Exercise: Across all the entries below, how many lines contain the string "controls"? The number by itself is the answer.
- Opening Delimiter -
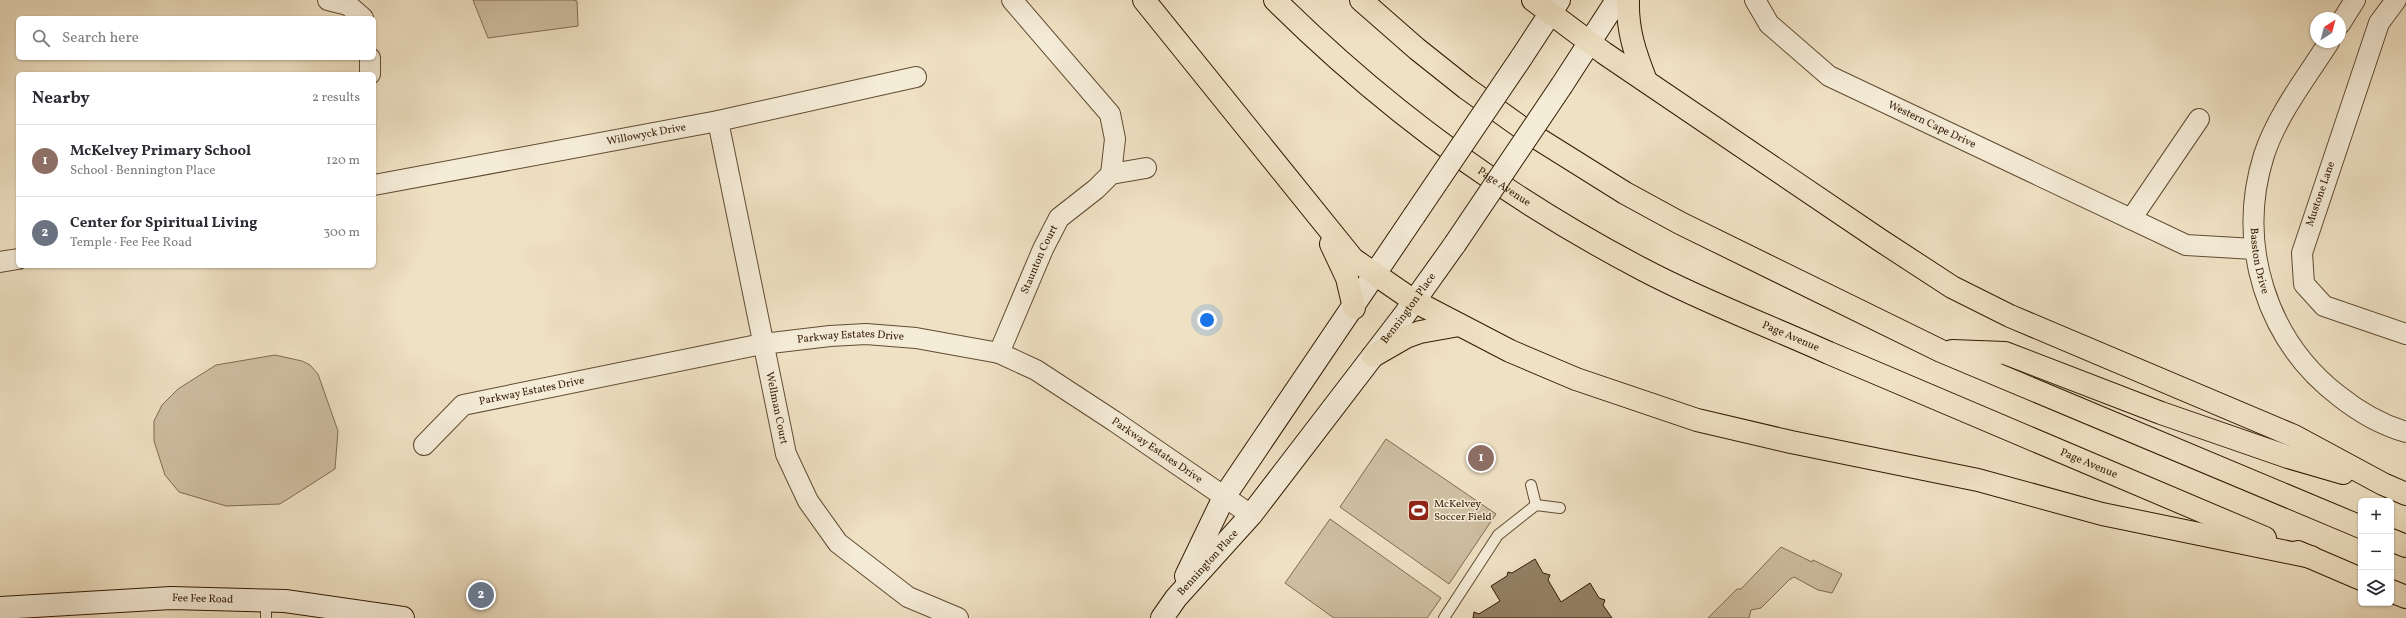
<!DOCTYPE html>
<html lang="en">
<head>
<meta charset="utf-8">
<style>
  :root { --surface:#fff; --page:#f2f2f3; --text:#2b2b33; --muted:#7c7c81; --line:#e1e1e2; --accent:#b45309 }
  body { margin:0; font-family:Vollkorn,serif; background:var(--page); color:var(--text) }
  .controls { position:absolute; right:12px; bottom:12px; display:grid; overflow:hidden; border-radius:6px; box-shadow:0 1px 3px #0004 }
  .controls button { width:36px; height:36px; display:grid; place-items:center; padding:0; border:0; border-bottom:1px solid var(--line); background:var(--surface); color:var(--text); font:20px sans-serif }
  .compass { position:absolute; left:2310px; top:12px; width:36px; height:36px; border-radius:50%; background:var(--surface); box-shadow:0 1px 3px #0004; rotate:36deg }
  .you { position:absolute; left:1207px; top:320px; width:14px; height:14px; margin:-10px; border:3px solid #fff; border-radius:50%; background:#1a73e8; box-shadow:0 0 0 6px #1a73e833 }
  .badge { display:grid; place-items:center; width:26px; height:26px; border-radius:50%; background:var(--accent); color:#fff; font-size:13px; font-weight:700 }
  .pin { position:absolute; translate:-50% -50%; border:2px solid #fff; box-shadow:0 1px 4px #0006 }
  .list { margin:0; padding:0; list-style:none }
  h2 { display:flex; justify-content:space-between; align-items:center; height:52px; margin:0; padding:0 16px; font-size:17px }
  h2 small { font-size:13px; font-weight:400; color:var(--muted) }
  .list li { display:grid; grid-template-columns:26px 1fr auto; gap:12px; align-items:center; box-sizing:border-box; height:72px; padding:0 16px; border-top:1px solid var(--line) }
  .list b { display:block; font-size:15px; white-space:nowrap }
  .list p { margin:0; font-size:13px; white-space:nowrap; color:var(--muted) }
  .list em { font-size:13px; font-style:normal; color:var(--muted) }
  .icon { flex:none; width:22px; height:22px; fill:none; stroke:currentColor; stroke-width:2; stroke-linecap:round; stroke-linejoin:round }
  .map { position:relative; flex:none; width:2406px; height:618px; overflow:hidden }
  .search { position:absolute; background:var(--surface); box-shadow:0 1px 3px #0004; left:16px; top:16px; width:360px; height:44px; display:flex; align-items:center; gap:10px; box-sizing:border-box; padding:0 14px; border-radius:6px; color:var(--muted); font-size:15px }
  .panel { position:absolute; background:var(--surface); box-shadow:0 1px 3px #0004; left:16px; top:72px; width:360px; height:196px; border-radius:6px }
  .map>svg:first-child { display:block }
</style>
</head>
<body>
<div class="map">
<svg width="2406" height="618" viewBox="0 0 2406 618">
  <rect width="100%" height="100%" fill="#efe1c3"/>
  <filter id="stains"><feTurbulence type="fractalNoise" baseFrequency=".005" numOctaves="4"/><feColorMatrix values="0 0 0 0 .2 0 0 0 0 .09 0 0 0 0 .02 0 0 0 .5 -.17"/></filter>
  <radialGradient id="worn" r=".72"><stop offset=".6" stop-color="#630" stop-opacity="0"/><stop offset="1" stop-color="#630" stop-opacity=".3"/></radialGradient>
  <g fill="#cfbfa2" stroke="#806c51">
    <path d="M473 0H573L577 1 578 26 488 38Z"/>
    <path d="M275 355 302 361 310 365 318 374 338 431 335 469 280 504 226 506 179 492 165 475 154 441V421L162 405 178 389 216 365Z"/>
    <path d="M1386 439 1496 514 1449 584 1340 507Z"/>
    <path d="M1330 519 1441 598 1427 618H1334L1285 583Z"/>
    <path d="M1781 547 1812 562 1813 560 1842 574 1832 593 1818 590 1794 577 1789 580 1761 608 1751 610 1749 618H1708L1737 589H1741Z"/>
  </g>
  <path fill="#948165" stroke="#321a00" d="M1535 559 1543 573 1550 575 1548 580 1561 602 1590 583 1599 598 1605 600 1603 605 1612 618H1473L1474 612 1479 614 1500 601 1491 586 1507 576 1508 572 1512 573Z"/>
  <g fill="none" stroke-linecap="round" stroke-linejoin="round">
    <defs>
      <g id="lane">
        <path d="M1531 485 1536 505"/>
        <path d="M266 618V601"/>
        <path d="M1444 618 1498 535 1536 505 1560 508"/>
      </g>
      <g id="street">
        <path d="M328 0 348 5 363 18"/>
        <path d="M1012 0 1110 114 1115 139 1111 174"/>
        <path id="s1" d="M1755 0 1769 24 1829 76 2186 245 2254 249"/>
        <path d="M2396 0 2379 23 2302 253 2304 284 2324 306 2406 334"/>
        <path d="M2340 24 2355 0"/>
        <path id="s2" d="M2329 42C2306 78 2277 115 2264 155 2236 244 2266 340 2339 396 2359 412 2382 425 2406 432"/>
        <path d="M370 58V74"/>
        <path id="s3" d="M718 121 786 454 808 501 838 543 908 597 958 618"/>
        <path id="s4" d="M374 185 718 121 916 77"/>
        <path d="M2131 219 2199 119"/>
        <path d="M0 262 18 259"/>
        <path id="s5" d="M999 353 1043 249 1059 218 1096 189 1111 174 1146 168"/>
        <path id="s6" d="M424 445 463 405 762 344 830 336 866 334 916 338 999 353 1036 370 1114 421 1251 515"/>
      </g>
      <g id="secondary">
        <path d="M1521 58 1559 0"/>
        <path d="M1562 85 1617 0"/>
        <path d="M1186 576 1224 497 1414 216"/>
        <path id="s7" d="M0 608 171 598 285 601 403 618"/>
        <path id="s8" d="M1162 618 1176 598 1251 515 1405 314 1455 244"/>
      </g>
      <g id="highway">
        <path d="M1144 0 1353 259 1414 301 1510 351 1576 379 1697 420 1791 442 1978 480 2102 514 2311 557"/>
        <path id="s9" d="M1275 0C1383 107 1508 199 1642 269 1702 301 1767 325 1829 353 1974 416 2120 476 2265 538"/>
        <path d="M1361 0 1417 49 1466 88 1529 133 1625 193 1680 223 1941 351 2361 527"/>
        <path d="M1533 0 1604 53 1880 240 1952 287 2010 316 2294 436 2383 484 2406 494"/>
        <path d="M1628 0C1627 30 1635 53 1646 81"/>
        <path d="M1331 244 1347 278 1354 308"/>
        <path d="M1952 351 2005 353 2161 413 2288 457 2343 473"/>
        <path d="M1373 356 1406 337 1420 332 1459 325"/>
        <path d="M2391 540 2406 546"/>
        <path d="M2298 552 2361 579"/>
        <path d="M2391 591 2406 597"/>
      </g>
    </defs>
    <use href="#lane" stroke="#614c31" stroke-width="12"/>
    <use href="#street" stroke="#614c31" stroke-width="22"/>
    <use href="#secondary" stroke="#321a00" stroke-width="24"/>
    <use href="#highway" stroke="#321a00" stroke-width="24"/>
    <use href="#lane" stroke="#f5ecd8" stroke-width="10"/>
    <use href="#street" stroke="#f5ecd8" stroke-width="20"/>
    <use href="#secondary" stroke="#f5ecd8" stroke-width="22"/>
    <use href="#highway" stroke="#efe1c3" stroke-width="22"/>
    <defs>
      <g id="secondary-bridge">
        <path d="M1414 216 1521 58"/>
        <path d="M1455 244 1562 85"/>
      </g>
    </defs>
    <use href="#secondary-bridge" stroke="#321a00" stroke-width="24" stroke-linecap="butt"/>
    <use href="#secondary-bridge" stroke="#f5ecd8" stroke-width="22"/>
  </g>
  <defs>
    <symbol id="stadium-square" viewBox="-11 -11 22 22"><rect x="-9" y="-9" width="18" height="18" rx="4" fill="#8f2418" stroke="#f5ecd8"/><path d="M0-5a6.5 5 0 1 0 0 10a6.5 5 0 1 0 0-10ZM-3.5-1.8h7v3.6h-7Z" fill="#fff"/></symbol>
  </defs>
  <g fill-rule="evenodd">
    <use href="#stadium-square" x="1406" y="498" width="25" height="25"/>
  </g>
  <g text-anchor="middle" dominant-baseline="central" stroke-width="3" stroke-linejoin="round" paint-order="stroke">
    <g font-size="11" fill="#321a00" stroke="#f5ecd8">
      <text stroke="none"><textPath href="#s1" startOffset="221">Western Cape Drive</textPath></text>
      <text stroke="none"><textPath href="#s4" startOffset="277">Willowyck Drive</textPath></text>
      <text stroke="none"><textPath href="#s9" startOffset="296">Page Avenue</textPath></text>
      <text transform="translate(2321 194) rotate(-71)">Mustone Lane</text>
      <text stroke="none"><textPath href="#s5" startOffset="102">Staunton Court</textPath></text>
      <text stroke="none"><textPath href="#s2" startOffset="238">Basston Drive</textPath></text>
      <text stroke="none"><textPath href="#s8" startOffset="396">Bennington Place</textPath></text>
      <text stroke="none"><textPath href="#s9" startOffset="620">Page Avenue</textPath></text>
      <text stroke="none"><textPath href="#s6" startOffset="450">Parkway Estates Drive</textPath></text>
      <text stroke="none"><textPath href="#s6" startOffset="126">Parkway Estates Drive</textPath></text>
      <text stroke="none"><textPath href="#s3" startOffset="293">Wellman Court</textPath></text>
      <text stroke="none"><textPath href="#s6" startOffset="786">Parkway Estates Drive</textPath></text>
      <text stroke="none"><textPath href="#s9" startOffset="944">Page Avenue</textPath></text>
      <text stroke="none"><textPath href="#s8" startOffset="72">Bennington Place</textPath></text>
      <text stroke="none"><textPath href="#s7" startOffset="203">Fee Fee Road</textPath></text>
    </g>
    <g font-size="11" fill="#321a00" stroke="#f5ecd8" text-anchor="start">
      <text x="1434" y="504">McKelvey<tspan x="1434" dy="13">Soccer Field</tspan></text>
    </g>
  </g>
  <rect width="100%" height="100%" filter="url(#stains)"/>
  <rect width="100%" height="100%" fill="url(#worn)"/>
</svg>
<div class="controls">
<button>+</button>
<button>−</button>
<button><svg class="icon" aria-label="layers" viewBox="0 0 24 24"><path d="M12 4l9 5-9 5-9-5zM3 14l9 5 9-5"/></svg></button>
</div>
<svg class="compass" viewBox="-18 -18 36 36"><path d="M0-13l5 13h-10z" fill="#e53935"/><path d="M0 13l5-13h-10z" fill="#7c7c81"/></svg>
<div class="you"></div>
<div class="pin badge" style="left:1481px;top:458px;background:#8d6e63">1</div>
<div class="pin badge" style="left:481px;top:595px;background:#6b7280">2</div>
<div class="search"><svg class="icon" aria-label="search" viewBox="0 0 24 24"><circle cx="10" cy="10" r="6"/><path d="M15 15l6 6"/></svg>Search here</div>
<section class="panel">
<h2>Nearby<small>2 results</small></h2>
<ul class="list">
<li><span class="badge" style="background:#8d6e63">1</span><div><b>McKelvey Primary School</b><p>School · Bennington Place</p></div><em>120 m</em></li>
<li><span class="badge" style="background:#6b7280">2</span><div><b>Center for Spiritual Living</b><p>Temple · Fee Fee Road</p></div><em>300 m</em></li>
</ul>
</section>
</div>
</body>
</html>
- Closing Delimiter -
Finished task: 3